‘DATA – iDENT’

Throughout the continuing, bleak COVID pandemic and all the other issues that have arisen from it and through it, there has certainly been more time for reflection. For me, part of that thinking time has been challenging, how we think through our personal lives and how the datafication of those lives, might influence creative production and why. Some of my past creative work has touched on these issues before, but in more oblique and ambiguous ways. This focus on the personal has also been inspired by ideas surrounding collective feeling or sense, that we seem to be living history differently somehow and our inheritance and construction of cultural conflicts, traumas, and values, seem linked to political events, outside of our control and our locations, it is all pretty hard to untangle.

‘to value what is invisible: a group dynamic, a social situation, a change of energy, a raised consciousness’ (Clare Bishop, 2012)

As a child, my life began on a council estate in the West Midlands, my parents were economic migrants, they had come to the area from Ireland and Wales, where their own histories go back several hundred years. One second generation the other first generation, both had experienced complex journeys to get to the West Midlands plateau. From North Wales to mid Wales and over the border, from Ireland via Egypt to Africa then the UK, where they met in their twenties. Like most of their generation their personal experience is charted by rubber stamps on old passport, faded documents, letters, antidotes, photographs, clothing etc., material data not digital data. This sheds light on the relationship between the inseparable elements that shape our sense of self, both through collective history and private experience. Soon after I was born, my father suffered a massive breakdown and was sectioned, so my life and that of my mother’s was hugely changed. She became a single parent with all the stigma and difficulties of the time and I became a difficult child. Although my father returned once or twice a year to the family home, it was not ideal and eventually after a few years, he never returned. 

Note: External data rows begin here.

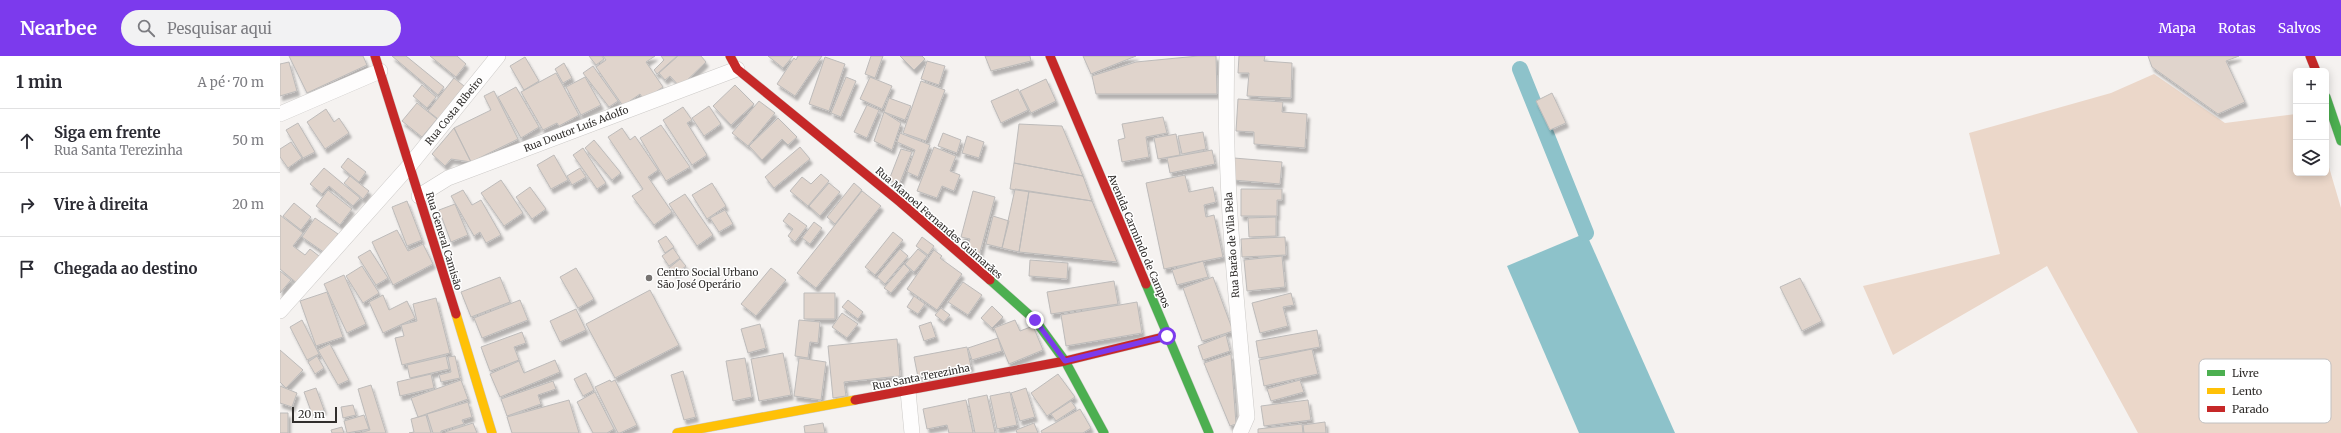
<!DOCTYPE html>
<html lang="pt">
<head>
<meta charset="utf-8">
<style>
	body { margin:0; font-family:Merriweather,serif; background:#f2f2f3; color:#2b2b33 }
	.controls { position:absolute; right:12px; top:12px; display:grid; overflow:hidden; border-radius:6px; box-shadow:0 2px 10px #0003 }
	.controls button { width:36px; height:36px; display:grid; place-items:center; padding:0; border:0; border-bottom:1px solid #e1e1e2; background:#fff; color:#2b2b33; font:20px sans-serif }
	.scale { position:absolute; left:12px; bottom:10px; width:45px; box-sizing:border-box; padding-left:4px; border:2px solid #312e2c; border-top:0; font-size:11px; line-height:14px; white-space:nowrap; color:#312e2c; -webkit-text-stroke:3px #fff; paint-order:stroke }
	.stop { position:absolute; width:12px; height:12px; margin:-9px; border:3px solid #7c3aed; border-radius:50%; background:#fff }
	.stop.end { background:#7c3aed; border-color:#fff; box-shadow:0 1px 4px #0008 }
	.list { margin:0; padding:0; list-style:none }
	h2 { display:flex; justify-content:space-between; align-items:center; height:52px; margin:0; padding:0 16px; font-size:17px }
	h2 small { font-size:13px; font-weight:400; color:#7c7c81 }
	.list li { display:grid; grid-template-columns:26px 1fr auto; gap:12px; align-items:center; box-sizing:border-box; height:64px; padding:0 16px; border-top:1px solid #e1e1e2 }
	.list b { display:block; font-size:15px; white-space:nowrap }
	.list p { margin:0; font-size:13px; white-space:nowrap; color:#7c7c81 }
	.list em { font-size:13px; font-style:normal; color:#7c7c81 }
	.icon { flex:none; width:22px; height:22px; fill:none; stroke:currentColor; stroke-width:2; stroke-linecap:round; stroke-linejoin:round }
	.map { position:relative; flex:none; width:2061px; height:377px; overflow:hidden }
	header { display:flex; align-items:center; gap:24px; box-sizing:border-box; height:56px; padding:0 20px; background:#7c3aed; color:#fff }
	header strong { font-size:19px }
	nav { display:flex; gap:22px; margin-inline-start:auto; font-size:14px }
	.search { width:280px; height:36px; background:#f2f2f3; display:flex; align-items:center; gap:10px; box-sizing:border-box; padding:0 14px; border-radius:22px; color:#7c7c81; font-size:15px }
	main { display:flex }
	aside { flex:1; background:#fff }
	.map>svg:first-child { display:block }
	.green { fill:#ebd7c9 }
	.water { fill:#8dc2ca }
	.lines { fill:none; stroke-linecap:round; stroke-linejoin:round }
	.canal { stroke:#8dc2ca; stroke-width:16 }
	.building { fill:#e0d4cc; stroke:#bdbbba; filter:url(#shadow) }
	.street-casing { stroke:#cccac8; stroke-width:16 }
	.fast-casing { stroke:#cccac8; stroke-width:10 }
	.slow-casing { stroke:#cccac8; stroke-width:10 }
	.jam-casing { stroke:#cccac8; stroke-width:10 }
	.street { stroke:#fefdfd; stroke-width:15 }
	.fast { stroke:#4caf50; stroke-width:9 }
	.slow { stroke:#ffc107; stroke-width:9 }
	.jam { stroke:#c62828; stroke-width:9 }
	.route { stroke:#7c3aed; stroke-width:5 }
	.poi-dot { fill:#767371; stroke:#fff; stroke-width:1.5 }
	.labels { text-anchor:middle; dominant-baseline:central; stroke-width:3; stroke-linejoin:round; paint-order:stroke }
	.street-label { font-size:10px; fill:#312e2c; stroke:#fff }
	.poi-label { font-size:10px; fill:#312e2c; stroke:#fff; text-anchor:start }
	.key { fill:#fff; stroke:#c1c0c0; stroke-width:1 }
	.key-label { font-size:11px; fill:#312e2c }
</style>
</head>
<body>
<header>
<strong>Nearbee</strong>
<div class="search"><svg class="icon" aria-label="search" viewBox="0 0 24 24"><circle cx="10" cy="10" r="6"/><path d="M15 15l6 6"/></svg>Pesquisar aqui</div>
<nav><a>Mapa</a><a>Rotas</a><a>Salvos</a></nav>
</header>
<main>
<aside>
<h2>1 min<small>A pé · 70 m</small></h2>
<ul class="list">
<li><svg class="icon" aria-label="ahead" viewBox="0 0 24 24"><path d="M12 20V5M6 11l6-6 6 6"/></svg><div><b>Siga em frente</b><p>Rua Santa Terezinha</p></div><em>50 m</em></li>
<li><svg class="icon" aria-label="right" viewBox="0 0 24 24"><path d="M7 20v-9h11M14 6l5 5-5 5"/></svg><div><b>Vire à direita</b></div><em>20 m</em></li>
<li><svg class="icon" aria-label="arrive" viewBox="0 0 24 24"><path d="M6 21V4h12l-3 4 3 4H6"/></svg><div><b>Chegada ao destino</b></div></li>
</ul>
</aside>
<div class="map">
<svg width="2061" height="377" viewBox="0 0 2061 377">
	<defs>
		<filter id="shadow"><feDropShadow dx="2.5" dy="4.5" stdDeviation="1" flood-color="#0004"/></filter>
	</defs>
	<rect width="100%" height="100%" fill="#f5f2f0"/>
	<path class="green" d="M1874,18L1945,67L2016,58V117H2046V101L2061,152V377H1858L1767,210L1613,299L1583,230L1720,198L1689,77L1831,37Z"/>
	<path class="water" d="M1306,177L1395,377H1299L1227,210Z"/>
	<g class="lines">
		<path class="canal" d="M1240,13L1306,177"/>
	</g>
	<path class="building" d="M9,0H83L87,9L27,37Z
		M112,0H126L164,31L158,39Z
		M150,0H177L186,8L176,21Z
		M309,0H322L324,3L316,9Z
		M323,0H375L366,6L383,31L364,44L360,38L343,50L316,11L326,4Z
		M381,0H397L377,18L374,14L384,4Z
		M398,0H421L426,6L400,31L390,20L385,24L379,17Z
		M488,0H513L503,12Z
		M518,0H542L515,40L497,28L514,2L516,4Z
		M591,0H603L595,22L585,18Z
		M620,0H642L645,3L634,14Z
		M705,0H750L751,5L711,15Z
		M803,0H856L811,18Z
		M918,0H936L937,38H816L812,20L856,6Z
		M959,0H985L984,5L1012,7L1011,42L967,40L969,17H958Z
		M1868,0H1959L1946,5L1965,46L1938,58L1872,11Z
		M245,1L259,25L244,34L230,10Z
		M545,1L565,8L549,55L529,48Z
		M647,5L665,10L659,29L641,23Z
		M9,6L17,35L0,40V8Z
		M284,7L292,22L283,27L275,13Z
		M313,10L338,45L329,51L303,17Z
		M276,17L299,59L279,70L277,67L263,74L241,36Z
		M305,21L321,49L301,59L286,31Z
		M566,21L576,25L561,61L551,57Z
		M590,21L612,30L602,53L580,43Z
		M174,22L184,30L158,63L148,55Z
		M766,23L776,45L751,57L740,35Z
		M641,25L665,34L646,85L623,77Z
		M142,29L156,41L147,52L133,40Z
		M455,29L474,48L451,69L433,50Z
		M236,31L259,71L241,82L218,41Z
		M738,33L748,54L721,67L711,45Z
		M214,35L238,83L191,106L174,72L211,54L204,40Z
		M1272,37L1286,67L1270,74L1256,45Z
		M609,42L631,50L625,64L604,56Z
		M958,43L1003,46L1002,56L1027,58L1025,92L974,88V76L956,75Z
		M479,45L495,57L468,90L452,77Z
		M137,47L157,63L142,81L122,65Z
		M587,49L599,54L587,82L574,76Z
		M429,50L441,68L424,80L412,62Z
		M403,51L412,64L407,67L427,99L412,109L383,64Z
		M46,53L54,66L59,62L69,77L45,93L27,66Z
		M604,56L621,67L612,94L594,85Z
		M883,61L887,77L866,81L869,101L842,106L838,84L845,82L842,68Z
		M498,62L517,81L508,89L502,83L482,104L469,90Z
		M18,67L35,96L23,102L6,74Z
		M739,68L782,70L803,120L734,107Z
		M381,69L410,111L386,125L360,82Z
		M174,72L191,106L171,103L165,110L152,98Z
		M342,72L350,84L355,80L378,114L368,121L392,156L374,169L352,140L363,133L328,81Z
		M923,76L926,93L902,98L898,80Z
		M620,77L650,89L638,121L627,116L635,94L617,86Z
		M663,77L681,84L677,97L658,90Z
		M896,78L900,99L878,103L874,82Z
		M687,80L704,86L699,102L682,97Z
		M314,84L341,117L332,124L305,92Z
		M11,86L22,102L8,112L0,101V93Z
		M520,91L530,103L494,132L485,121Z
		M654,91L676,100L670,115L680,119L674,135L662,130L657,142L637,135Z
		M303,92L326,127L317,133L293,99Z
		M621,93L632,96L619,129L609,124Z
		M932,94L935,108L890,117L887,102Z
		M274,99L288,124L271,133L257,109Z
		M68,102L86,116L79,126L61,111Z
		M954,102L1002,106L1000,128L953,124Z
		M734,107L803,120L812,145L730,133Z
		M44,112L80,142L73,150L49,130L42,138L30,128Z
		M300,112L306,121L292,129L287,120Z
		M541,118L549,125L528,150L510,135L522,121L531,128Z
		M905,119L909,136L933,131L936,146L924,149L926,161L934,159L943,201L884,213L866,127Z
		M70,120L89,135L83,143L64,127Z
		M221,124L243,157L224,170L201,137Z
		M432,127L446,150L427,163L412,139Z
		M549,127L560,136L540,160L529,150Z
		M574,127L582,134L555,168L547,161Z
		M250,131L266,153L252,163L236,141Z
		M735,133L749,135L739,196L722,192Z
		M961,133H1002V144H997V160H961Z
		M48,134L72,153L60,169L36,150Z
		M183,134L192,149L201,144L221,179L206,187L200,176L194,180L171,140Z
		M582,135L601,150L536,232L517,217Z
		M693,135L715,141L699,200L686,196L690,183L681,181Z
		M749,135L812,145L837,206L739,196Z
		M405,138L433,179L417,190L389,148Z
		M127,145L142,184L127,190L112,151Z
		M14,147L31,161L21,174L3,160Z
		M175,148L188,179L171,186L159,154Z
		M445,154L453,168L439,176L430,162Z
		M509,157L527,170L515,186L508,180L513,173L503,165Z
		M0,159L23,177L13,190L25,199L30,193L39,200L18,228L0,213Z
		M713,160L729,165L722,192L706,188Z
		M996,161V180L969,181L968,162Z
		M35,162L58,178L45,197L22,181Z
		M534,166L542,172L530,188L522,182Z
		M117,174L128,195L143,188L153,208L113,229L92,186Z
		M613,176L623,184L595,219L585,211Z
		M386,180L394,191L385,197L378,185Z
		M642,181L654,190L648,199L636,190Z
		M1005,181L1006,199L962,201L961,183Z
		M393,192L400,202L389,210L382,200Z
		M620,193L628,200L605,228L597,221Z
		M638,193L647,200L634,216L625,208Z
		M90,194L108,222L96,229L78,201Z
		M654,194L662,200L660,202L682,218L657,254L627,233Z
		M1002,200L1005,231L967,235L964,204Z
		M400,203L406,210L395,219L389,212Z
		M750,204L788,207L787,223L749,220Z
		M923,205L928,221L897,229L892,214Z
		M624,208L630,214L611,237L604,232Z
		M82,210L99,237L83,247L66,220Z
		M296,212L314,243L298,252L280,221Z
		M491,212L506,224L476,260L461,248Z
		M0,215L11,224L0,237Z
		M64,219L86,268L67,277L44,228Z
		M220,221L230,246L191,261L181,236Z
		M933,221L953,275L922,285L903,232Z
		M1520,222L1542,265L1522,275L1500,231Z
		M834,225L838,248L771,258L767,236Z
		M683,226L702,239L688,259L668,246Z
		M370,234L399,289L335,322L306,268Z
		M47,236L63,281L36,290L20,245Z
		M524,237H555V263H524Z
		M1011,237L1014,249L1003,251L1008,270L980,277L972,247Z
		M103,239L109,254L127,245L135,262L103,277L89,246Z
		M634,240L645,248L638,258L627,251Z
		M156,242L170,297L122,309L115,282L124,280L121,269L137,265L133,248Z
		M240,244L248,264L202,282L194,262Z
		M568,244L583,256L578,263L562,251Z
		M857,246L862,277L786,290L781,259Z
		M712,250L723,261L712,272L701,262Z
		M661,252L670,259L664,266L655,259Z
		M296,253L306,274L280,286L270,265Z
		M562,257L578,268L567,282L552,271Z
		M22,264L39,298L27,304L10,271Z
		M519,264L540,266L538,287L530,286L528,302L515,300Z
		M735,264L740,275L753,270L763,294L729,308L714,272Z
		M651,266L656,281L644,285L639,270Z
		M480,268L486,292L468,297L461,273Z
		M1037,274L1040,291L979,302L976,285Z
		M242,276L246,287L234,291L239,304L210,315L201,291Z
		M946,279L950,295L923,304L918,290Z
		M718,282L722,295L692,304L688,292Z
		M617,283L620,320L564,326L566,340L553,342L548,290Z
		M50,288L69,324L58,329L38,294Z
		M687,291L691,311L638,321L634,301Z
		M1032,293L1038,318L984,330L979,304Z
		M0,294L23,314L6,332L0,326Z
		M503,297L511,339L479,345L471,303Z
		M951,298L956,368L950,370L924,307Z
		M37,300L44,312L35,318L28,306Z
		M166,300L169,313L130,322L127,309Z
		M175,300L180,322L161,326L159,319L171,316L168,301Z
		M465,302L472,341L453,345L446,305Z
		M519,302L546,306L541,344L514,340Z
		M275,304L280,316L220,341L210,318L239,305L244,317Z
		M403,315L416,361L404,364L391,319Z
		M306,317L314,334L303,340L294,323Z
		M151,318L154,332L120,340L117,326Z
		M778,318L795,341L767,360L751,337Z
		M181,324L188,343L138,361L131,342Z
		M330,324L331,326L335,324L357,369L340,377H338L315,331Z
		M1020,324L1024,336L991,345L987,333Z
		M273,325L276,333L258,339L261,348L227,360L221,343Z
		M91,329L106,377H80L90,374L78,333Z
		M0,330L17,337L12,351L0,347Z
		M36,332L44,354L32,358L24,336Z
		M746,332L755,361L740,365L731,337Z
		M315,336L334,373L327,377H313L297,346Z
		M730,336L737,369L717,373L710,340Z
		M707,339L715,377H695L688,343Z
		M289,344L299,377H232L227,361Z
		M686,344L693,377H669L667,369L647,373L643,353Z
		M1028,344L1031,364L984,370L981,350Z
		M791,345L796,352L776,365L771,358Z
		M188,346L192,361L182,364L184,368L161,375V377H153L147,358Z
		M73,349L76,359L63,362L61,351Z
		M800,353L811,372L803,377H762L761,375Z
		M0,357H8V377H0Z
		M84,359L89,373L67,377L64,365Z
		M146,359L151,377H129L134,376L131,363Z
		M1045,366L1046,377H1024L1023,369Z
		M193,367L197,377H166L165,376Z
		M543,367L545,377H525L524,370Z
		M754,367L758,377H737L736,374Z
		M1022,368L1023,377H978V373Z
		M62,371L64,377H52L51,374Z"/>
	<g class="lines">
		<g class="street-casing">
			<path id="street" d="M947,0C943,121 956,240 967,361L960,377
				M0,58L100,15
				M139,140L168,122L457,13
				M0,255L130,109L218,0
				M628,335L632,377"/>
		</g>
		<g class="fast-casing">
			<path id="fast" d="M2046,41L2061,85
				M710,224L755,264L785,305L824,377
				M866,228L929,377"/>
		</g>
		<g class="slow-casing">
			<path id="slow" d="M176,258L212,377
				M397,377L575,344"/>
		</g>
		<g class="jam-casing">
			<path id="jam" d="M95,0L176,258
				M450,0L457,13L620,146L710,224
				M770,0L866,228
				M2030,0L2036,15
				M575,344L785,305L887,280"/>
		</g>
		<use href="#street" class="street"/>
		<use href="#fast" class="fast"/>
		<use href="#slow" class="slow"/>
		<use href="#jam" class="jam"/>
	</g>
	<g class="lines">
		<path class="route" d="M755,264L785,305L887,280"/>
	</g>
	<circle class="poi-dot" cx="369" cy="222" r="4"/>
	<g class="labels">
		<g class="street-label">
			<text transform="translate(174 55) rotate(-51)">Rua Costa Ribeiro</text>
			<text transform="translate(296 73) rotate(-21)">Rua Doutor Luís Adolfo</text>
			<text transform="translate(659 167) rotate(41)">Rua Manoel Fernandes Guimarães</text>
			<text transform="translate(164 185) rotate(73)">Rua General Camisão</text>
			<text transform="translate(859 185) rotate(67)">Avenida Carmindo de Campos</text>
			<text transform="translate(952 189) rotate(-94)">Rua Barão de Vila Bela</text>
			<text transform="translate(641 321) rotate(-11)">Rua Santa Terezinha</text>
		</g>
		<g class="poi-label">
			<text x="377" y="216">Centro Social Urbano<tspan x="377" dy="12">São José Operário</tspan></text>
		</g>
	</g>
	<rect x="1919" y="303" width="132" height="64" rx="6" class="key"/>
	<rect x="1927" y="314" width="18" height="6" fill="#4caf50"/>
	<rect x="1927" y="332" width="18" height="6" fill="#ffc107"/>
	<rect x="1927" y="350" width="18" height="6" fill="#c62828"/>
	<g class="key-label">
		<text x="1952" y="321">Livre</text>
		<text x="1952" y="339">Lento</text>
		<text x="1952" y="357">Parado</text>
	</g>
</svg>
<div class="controls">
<button>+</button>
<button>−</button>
<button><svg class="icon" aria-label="layers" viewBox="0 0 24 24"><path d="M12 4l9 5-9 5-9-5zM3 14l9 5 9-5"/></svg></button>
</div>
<div class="scale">20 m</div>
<div class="stop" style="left:887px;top:280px"></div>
<div class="stop end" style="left:755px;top:264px"></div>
</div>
</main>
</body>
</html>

During lockdown I have explored the signification found within archival traces as well as becoming aware of how malleable the nature of personal identity is and sometimes how radically arbitrary at the same time. I worked through various harrowing documents, where I came across items that constantly drew attention to questions and issues of identity and belonging, comprised of various documents, photos, and other pieces that called for examination and a re-evaluation of identity using history/data, as source material, these all with references to migration and integration, destabilization and embedded structures of legitimacy within citizenship through identification. I get the fact that identity is the way we perceive and express ourselves and that factors and conditions that an individual is born with, such as ethnic heritage, sex, or one’s body, often play a role in defining identity. However, many aspects of a person’s identity change throughout their lives. People’s experiences can alter how they see themselves or are perceived by others. Conversely, their identities also influence the decisions they make: Individuals choose their friends, adopt certain fashions, buy certain products, and align themselves with political beliefs based on their identities. 

So, how can creative producers use data to express, explore, and question ideas about identity. How do we create work in response to all these multifaceted identities? When my own behaviour stated to challenge convention, with disruption, aggression, obsession, when I was around four or five, the local council deemed it necessary to remove me from our home and place me in several, high status, public schools, where I remained until I was expelled at sixteen. The data available to validate these decisions is sketchy at best and it certainly changed the course of my life and that of my mother, I think it suggests that the problems society faces are as a result of intersecting forms of discrimination and the ways we behave and express ourselves are shaped by the cultures in which we participate. I expect this backs up the ideas of the mid-twentieth century, philosophers, social scientists, and historians, who have put the case that characteristics, and activities that distinguish us are not innate, but socially constructed

Maybe as we move forward and we constantly construct our own digital data and are observed by non-physical data gathers, we can remind ourselves that they don’t really see us! And although we are witnessing a great reshuffling of the old binaries of author, spectator, art, life, leading to de-alienation in both art and society, with data technology seen as a system, there is still what is invisible. I expect this could be construed as necessarily neutral and the individual, the ego are not great companions to a social critique, but I would argue that these are constantly in flux, within the creative process. 

So, here is a call out to those that make, to those that care about making, to those that do-stuff and to those that shock, enrage and maybe even delight us into new possibilities, cheesy, kitsch and artificial though it might be, the real human capital, the human narrative.